The study, by Seyedmisagh Imani of Marquette University School of Dentistry used data on the Behavioral Risk Factors obtained from the Center for Disease Control’s 2022 Behavioral Risk Factor Surveillance System (BRFSS). Different factors from a diverse group of respondents were collected, including age, gender, education, income, smoking history, chewing tobacco use, e-cigarette use, alcohol consumption, physical activity, sleep patterns, general health status, and dental care visits.
After cleaning and refining the dataset, a total of 293,398 individuals were evaluated. Five different machine-learning techniques were employed to predict tooth loss, including K-nearest neighbor, logistic regression, decision trees, random forests, and extreme gradient boosting trees.
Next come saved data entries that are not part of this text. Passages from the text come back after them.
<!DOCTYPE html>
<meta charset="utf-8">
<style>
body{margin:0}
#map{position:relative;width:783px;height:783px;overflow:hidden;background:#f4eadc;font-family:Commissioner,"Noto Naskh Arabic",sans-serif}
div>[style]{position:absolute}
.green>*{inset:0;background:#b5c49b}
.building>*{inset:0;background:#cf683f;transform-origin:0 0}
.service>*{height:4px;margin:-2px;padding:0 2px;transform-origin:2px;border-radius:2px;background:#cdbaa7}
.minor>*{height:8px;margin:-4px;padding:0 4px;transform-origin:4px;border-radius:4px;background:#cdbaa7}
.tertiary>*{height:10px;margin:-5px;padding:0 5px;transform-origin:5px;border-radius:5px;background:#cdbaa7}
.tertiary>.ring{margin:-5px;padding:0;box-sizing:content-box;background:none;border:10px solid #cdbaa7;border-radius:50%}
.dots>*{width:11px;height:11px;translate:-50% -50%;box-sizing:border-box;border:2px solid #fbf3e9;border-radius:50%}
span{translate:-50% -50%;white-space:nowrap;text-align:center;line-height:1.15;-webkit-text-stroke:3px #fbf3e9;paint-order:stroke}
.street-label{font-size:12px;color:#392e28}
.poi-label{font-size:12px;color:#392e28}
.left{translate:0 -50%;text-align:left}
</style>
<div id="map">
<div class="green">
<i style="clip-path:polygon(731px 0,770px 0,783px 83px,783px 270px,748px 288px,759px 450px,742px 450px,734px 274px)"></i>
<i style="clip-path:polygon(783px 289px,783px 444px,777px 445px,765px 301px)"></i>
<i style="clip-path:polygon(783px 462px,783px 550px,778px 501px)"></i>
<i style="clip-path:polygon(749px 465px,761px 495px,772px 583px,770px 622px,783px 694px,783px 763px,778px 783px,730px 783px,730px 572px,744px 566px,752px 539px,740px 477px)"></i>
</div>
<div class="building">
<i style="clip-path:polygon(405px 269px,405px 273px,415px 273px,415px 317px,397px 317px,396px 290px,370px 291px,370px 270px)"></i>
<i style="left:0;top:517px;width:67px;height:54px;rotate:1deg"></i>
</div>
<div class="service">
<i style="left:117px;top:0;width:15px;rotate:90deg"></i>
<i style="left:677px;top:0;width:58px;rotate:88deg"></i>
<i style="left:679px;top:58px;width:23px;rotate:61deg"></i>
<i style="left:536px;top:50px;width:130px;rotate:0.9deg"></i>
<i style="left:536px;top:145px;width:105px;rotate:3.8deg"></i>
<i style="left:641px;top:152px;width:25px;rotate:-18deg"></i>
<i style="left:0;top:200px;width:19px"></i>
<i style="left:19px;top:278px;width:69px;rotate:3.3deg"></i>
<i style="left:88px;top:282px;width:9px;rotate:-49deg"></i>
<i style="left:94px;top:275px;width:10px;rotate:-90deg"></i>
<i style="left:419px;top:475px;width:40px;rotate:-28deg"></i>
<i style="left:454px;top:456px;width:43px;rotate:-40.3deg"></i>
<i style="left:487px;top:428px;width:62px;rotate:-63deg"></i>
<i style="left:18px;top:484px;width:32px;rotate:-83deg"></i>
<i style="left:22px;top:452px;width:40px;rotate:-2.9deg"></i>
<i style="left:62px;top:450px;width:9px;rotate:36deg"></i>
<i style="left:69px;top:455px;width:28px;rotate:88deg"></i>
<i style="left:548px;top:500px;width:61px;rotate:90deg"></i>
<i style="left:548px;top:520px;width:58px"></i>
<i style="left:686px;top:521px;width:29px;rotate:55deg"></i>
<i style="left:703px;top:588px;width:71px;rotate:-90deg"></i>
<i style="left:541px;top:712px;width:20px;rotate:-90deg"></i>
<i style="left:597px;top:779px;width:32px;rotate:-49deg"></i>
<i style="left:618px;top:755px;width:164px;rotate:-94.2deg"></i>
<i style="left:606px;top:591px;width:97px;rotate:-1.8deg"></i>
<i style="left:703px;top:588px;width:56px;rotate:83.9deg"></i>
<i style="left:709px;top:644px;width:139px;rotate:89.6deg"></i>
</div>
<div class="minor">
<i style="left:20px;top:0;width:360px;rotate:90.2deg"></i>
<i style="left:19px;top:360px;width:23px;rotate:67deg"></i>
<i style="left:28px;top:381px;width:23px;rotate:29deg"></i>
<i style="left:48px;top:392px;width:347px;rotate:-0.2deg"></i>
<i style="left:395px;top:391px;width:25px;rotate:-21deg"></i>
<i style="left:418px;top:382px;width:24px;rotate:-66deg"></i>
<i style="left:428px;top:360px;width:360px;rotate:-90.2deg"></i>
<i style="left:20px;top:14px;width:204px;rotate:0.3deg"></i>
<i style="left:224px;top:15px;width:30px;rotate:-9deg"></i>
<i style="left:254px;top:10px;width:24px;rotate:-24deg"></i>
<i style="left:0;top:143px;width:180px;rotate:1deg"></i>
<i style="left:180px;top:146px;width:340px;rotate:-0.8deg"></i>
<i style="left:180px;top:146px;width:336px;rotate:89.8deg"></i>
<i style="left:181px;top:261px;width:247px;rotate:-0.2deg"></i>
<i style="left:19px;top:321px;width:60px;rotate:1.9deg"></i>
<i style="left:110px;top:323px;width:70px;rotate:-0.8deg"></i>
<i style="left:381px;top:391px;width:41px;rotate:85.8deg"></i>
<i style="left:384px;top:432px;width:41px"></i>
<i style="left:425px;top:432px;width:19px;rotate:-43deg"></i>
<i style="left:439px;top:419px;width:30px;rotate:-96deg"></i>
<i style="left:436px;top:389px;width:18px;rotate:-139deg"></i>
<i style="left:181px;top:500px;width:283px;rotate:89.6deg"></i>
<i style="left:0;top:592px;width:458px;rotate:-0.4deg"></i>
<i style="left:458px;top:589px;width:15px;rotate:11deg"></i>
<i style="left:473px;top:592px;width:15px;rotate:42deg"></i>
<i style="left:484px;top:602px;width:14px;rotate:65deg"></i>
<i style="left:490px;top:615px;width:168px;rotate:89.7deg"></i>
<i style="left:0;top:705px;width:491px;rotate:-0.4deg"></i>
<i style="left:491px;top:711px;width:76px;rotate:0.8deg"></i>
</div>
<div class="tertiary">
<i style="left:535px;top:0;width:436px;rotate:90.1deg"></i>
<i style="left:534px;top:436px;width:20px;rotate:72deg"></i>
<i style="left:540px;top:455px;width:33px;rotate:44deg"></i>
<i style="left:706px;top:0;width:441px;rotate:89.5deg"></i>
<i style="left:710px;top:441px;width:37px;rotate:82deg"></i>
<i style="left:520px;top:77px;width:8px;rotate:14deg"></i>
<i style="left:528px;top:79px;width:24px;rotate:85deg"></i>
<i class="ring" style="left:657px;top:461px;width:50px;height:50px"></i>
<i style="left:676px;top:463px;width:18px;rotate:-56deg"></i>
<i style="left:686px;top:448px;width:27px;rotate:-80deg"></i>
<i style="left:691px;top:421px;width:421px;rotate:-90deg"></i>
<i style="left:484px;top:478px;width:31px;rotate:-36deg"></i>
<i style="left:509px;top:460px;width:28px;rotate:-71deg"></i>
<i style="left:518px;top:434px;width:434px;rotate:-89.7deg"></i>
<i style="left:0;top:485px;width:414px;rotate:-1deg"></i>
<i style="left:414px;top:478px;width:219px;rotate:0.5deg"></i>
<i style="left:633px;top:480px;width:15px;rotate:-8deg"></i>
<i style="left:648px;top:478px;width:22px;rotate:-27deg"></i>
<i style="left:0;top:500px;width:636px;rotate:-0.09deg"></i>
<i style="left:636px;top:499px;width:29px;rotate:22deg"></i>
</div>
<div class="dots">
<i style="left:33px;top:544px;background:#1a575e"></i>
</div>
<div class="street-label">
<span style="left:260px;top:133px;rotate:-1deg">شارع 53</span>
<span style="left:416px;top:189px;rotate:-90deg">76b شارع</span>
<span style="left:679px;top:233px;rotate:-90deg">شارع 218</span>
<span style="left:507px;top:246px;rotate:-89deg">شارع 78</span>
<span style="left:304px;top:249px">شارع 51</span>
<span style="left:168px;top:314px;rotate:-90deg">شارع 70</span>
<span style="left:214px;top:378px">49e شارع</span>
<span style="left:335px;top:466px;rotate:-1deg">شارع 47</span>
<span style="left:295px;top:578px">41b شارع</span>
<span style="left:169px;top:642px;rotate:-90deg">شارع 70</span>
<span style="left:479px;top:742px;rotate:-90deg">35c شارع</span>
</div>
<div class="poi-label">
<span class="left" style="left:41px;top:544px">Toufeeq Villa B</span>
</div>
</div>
Findings showed that although age and routine dental care were the strongest predictors for tooth loss, socioeconomic conditions also played a significant role, indicating their importance in predicting this condition. Indeed, models incorporating socioeconomic characteristics outperformed those relying solely on clinical dental indicators. The best-performing machine-learning algorithm was the extreme gradient boosting trees, which exhibited the highest predictive performance in determining tooth loss (AUC = 81.2 per cent). This study highlights the ability of machine-learning algorithms to predict tooth loss risk based on behavioural risk factors.
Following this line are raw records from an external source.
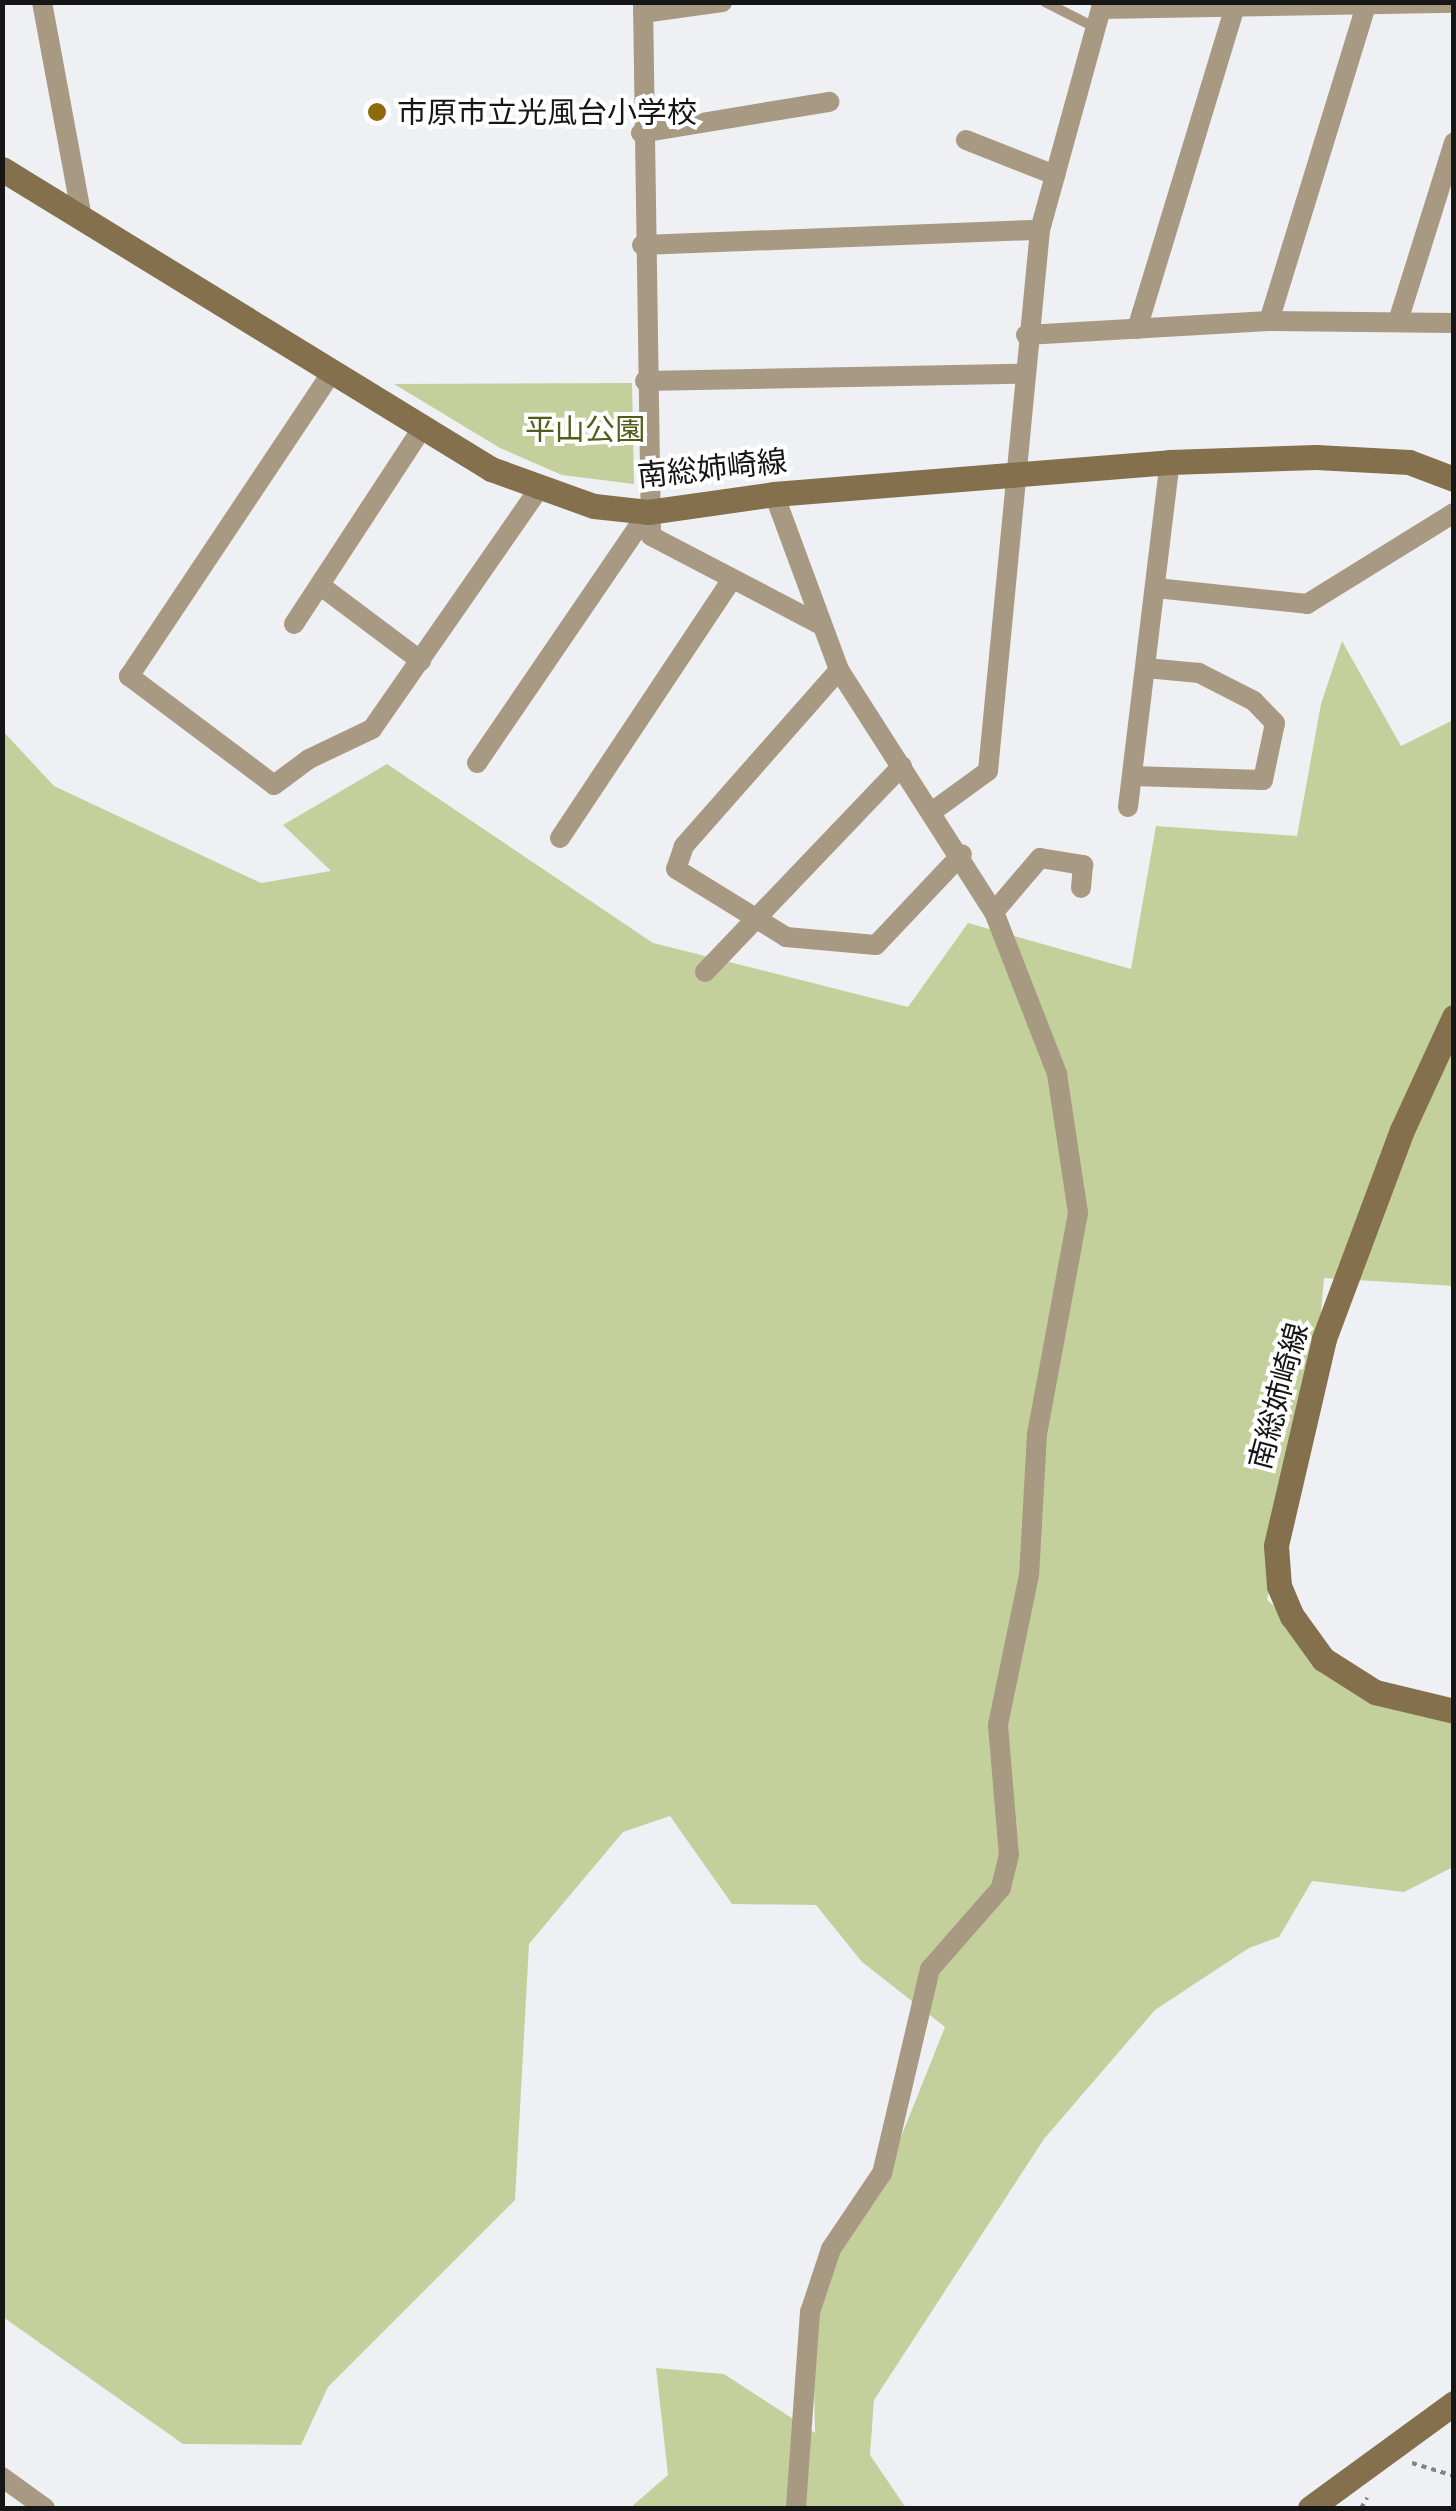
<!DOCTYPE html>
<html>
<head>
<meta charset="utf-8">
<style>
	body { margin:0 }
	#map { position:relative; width:1456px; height:2511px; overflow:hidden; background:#eff0f4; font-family:Ubuntu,"Noto Sans JP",sans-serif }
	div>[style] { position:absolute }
	.green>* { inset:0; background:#c3d09b }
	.path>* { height:4px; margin-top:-2px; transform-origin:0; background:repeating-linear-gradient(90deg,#828385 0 5px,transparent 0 10px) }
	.service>* { height:10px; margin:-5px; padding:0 5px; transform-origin:5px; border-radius:5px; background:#a89982 }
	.minor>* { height:20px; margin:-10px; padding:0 10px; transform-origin:10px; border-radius:10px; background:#a89982 }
	.secondary>* { height:25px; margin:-12.5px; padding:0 12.5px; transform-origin:12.5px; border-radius:12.5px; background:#84704c }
	.dots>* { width:28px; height:28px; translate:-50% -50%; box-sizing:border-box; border:5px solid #fff; border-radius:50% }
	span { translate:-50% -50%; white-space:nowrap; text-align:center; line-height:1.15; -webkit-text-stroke:8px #fff; paint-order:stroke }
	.poi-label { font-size:30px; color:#161617 }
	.left { translate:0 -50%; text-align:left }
	.park-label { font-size:30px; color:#515d1b }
	.street-label { font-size:30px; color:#161617 }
	.frame { position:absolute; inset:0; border:5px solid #161617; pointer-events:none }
</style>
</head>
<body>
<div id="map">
	<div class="green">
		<i style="clip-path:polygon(632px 383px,634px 484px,562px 475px,500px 448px,394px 384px)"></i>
		<i style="clip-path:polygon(1342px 641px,1401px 746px,1453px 720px,1453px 1286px,1324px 1278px,1316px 1370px,1267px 1600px,1396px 1710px,1453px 1719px,1453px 1867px,1404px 1892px,1312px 1881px,1279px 1937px,1249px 1948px,1155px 2010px,1044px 2139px,874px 2400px,870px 2455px,906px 2508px,630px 2508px,668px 2475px,656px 2368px,724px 2374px,815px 2433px,812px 2294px,899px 2142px,945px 2027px,862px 1962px,816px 1905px,732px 1904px,670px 1816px,623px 1832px,529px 1944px,515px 2200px,328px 2387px,301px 2445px,183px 2444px,3px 2317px,2px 730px,54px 786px,261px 883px,331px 871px,283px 825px,387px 764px,653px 943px,908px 1007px,968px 923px,1131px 969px,1156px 826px,1297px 836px,1321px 704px)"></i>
	</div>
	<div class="path">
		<i style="left:1412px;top:2463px;width:44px;rotate:17.2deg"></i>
		<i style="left:1361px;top:2508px;width:12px;rotate:-59deg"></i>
	</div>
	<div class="service">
		<i style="left:1045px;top:2px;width:57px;rotate:27deg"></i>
	</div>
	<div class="minor">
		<i style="left:42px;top:2px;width:220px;rotate:79.5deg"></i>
		<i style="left:643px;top:2px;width:534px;rotate:89.14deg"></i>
		<i style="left:651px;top:536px;width:190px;rotate:27.6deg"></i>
		<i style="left:1101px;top:9px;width:353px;rotate:-1deg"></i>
		<i style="left:643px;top:13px;width:80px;rotate:-7.9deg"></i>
		<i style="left:641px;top:133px;width:191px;rotate:-9.4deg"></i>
		<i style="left:966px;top:140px;width:96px;rotate:21.5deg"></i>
		<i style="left:642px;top:245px;width:398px;rotate:-2.2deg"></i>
		<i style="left:1399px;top:318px;width:184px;rotate:-72.6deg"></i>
		<i style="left:1269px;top:321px;width:331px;rotate:-72.9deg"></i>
		<i style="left:1137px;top:329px;width:337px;rotate:-73.1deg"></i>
		<i style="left:1026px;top:335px;width:243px;rotate:-3.3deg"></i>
		<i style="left:1269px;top:321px;width:185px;rotate:0.6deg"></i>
		<i style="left:332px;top:372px;width:366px;rotate:123.7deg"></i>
		<i style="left:129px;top:676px;width:181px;rotate:36.9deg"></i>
		<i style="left:274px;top:785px;width:44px;rotate:-36.6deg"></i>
		<i style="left:309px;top:759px;width:70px;rotate:-25.5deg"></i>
		<i style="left:372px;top:729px;width:292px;rotate:-55.2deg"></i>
		<i style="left:645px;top:381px;width:380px;rotate:-1.1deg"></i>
		<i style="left:774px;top:494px;width:188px;rotate:69.7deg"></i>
		<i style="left:839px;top:670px;width:287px;rotate:57.4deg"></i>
		<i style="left:994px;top:912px;width:174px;rotate:68.7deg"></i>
		<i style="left:1057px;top:1074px;width:141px;rotate:81.4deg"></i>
		<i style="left:1078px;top:1213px;width:225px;rotate:100.5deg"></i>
		<i style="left:1037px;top:1434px;width:141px;rotate:93.2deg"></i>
		<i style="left:1029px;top:1575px;width:153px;rotate:101.7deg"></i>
		<i style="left:998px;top:1725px;width:130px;rotate:85.2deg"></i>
		<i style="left:1009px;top:1855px;width:34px;rotate:104deg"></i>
		<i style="left:1001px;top:1888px;width:108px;rotate:131.2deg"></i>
		<i style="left:930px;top:1969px;width:210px;rotate:103.2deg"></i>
		<i style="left:882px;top:2173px;width:92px;rotate:123.9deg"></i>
		<i style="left:831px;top:2249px;width:66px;rotate:108.4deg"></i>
		<i style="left:810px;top:2312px;width:196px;rotate:94.1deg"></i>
		<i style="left:321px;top:586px;width:125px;rotate:36.9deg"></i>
		<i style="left:1156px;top:588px;width:152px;rotate:6deg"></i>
		<i style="left:1307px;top:604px;width:173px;rotate:-31.8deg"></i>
		<i style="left:294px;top:624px;width:235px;rotate:-56.8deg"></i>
		<i style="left:839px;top:670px;width:235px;rotate:131.4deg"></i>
		<i style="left:684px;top:846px;width:24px;rotate:109deg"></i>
		<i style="left:676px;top:869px;width:129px;rotate:31.7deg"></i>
		<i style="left:786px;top:937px;width:90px;rotate:5.1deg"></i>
		<i style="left:876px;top:945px;width:125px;rotate:-46.6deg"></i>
		<i style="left:477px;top:763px;width:304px;rotate:-55.7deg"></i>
		<i style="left:1132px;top:776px;width:131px;rotate:1.7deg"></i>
		<i style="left:1263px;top:780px;width:58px;rotate:-78.1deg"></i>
		<i style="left:1275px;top:723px;width:30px;rotate:-134deg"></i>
		<i style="left:1254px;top:701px;width:62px;rotate:-153deg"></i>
		<i style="left:1199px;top:673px;width:53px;rotate:-174.6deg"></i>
		<i style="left:1128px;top:807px;width:348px;rotate:-83.1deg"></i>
		<i style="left:933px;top:811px;width:68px;rotate:-36deg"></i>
		<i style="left:988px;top:771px;width:543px;rotate:-84.51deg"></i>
		<i style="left:1040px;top:230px;width:237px;rotate:-74.6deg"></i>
		<i style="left:560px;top:838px;width:311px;rotate:-56.4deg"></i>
		<i style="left:994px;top:912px;width:71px;rotate:-49.6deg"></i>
		<i style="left:1040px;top:858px;width:44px;rotate:9.2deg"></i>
		<i style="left:1083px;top:865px;width:23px;rotate:95deg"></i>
		<i style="left:705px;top:972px;width:285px;rotate:-46.3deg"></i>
		<i style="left:2px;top:2477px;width:53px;rotate:35.8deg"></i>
	</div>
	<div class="secondary">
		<i style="left:2px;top:169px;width:574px;rotate:31.53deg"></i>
		<i style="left:491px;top:469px;width:109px;rotate:19.8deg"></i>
		<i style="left:594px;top:506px;width:54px;rotate:6.3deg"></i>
		<i style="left:648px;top:512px;width:127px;rotate:-8.1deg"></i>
		<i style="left:774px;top:494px;width:397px;rotate:-4.6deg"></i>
		<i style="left:1170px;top:462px;width:146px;rotate:-2deg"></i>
		<i style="left:1316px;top:457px;width:93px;rotate:3.1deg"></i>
		<i style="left:1409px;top:462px;width:48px;rotate:20.7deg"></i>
		<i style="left:1454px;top:1017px;width:124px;rotate:114.7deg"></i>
		<i style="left:1402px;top:1130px;width:223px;rotate:110.5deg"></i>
		<i style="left:1324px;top:1339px;width:212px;rotate:103.1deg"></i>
		<i style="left:1276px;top:1546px;width:40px;rotate:85.7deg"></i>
		<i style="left:1279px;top:1586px;width:33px;rotate:67deg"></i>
		<i style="left:1292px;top:1616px;width:53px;rotate:54.2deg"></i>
		<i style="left:1323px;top:1659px;width:62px;rotate:32.4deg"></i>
		<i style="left:1375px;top:1692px;width:81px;rotate:13.5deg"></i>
		<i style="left:1310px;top:2508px;width:178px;rotate:-36.1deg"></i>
	</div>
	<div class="dots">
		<i style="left:377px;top:112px;background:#8f690e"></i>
	</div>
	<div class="poi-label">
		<span class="left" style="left:397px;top:112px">市原市立光風台小学校</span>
	</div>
	<div class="park-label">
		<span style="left:585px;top:429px">平山公園</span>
	</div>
	<div class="street-label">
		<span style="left:712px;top:468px;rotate:-6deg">南総姉崎線</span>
		<span style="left:1278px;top:1396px;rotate:-75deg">南総姉崎線</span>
	</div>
	<div class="frame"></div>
</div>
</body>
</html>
The findings suggest that incorporating socioeconomic factors into predictive models can enhance their accuracy and effectiveness. These models have the potential to find practical application in clinical settings for identifying individuals at risk of tooth loss, enabling healthcare professionals to prioritise preventive interventions.
The abstract, ‘Artificial Intelligence Algorithms for Understanding the Determinants of Oral Health’ was presented during the ‘Artificial Intelligence and Machine Learning Applications in Oral Health’ Oral Session on March 14, 2024.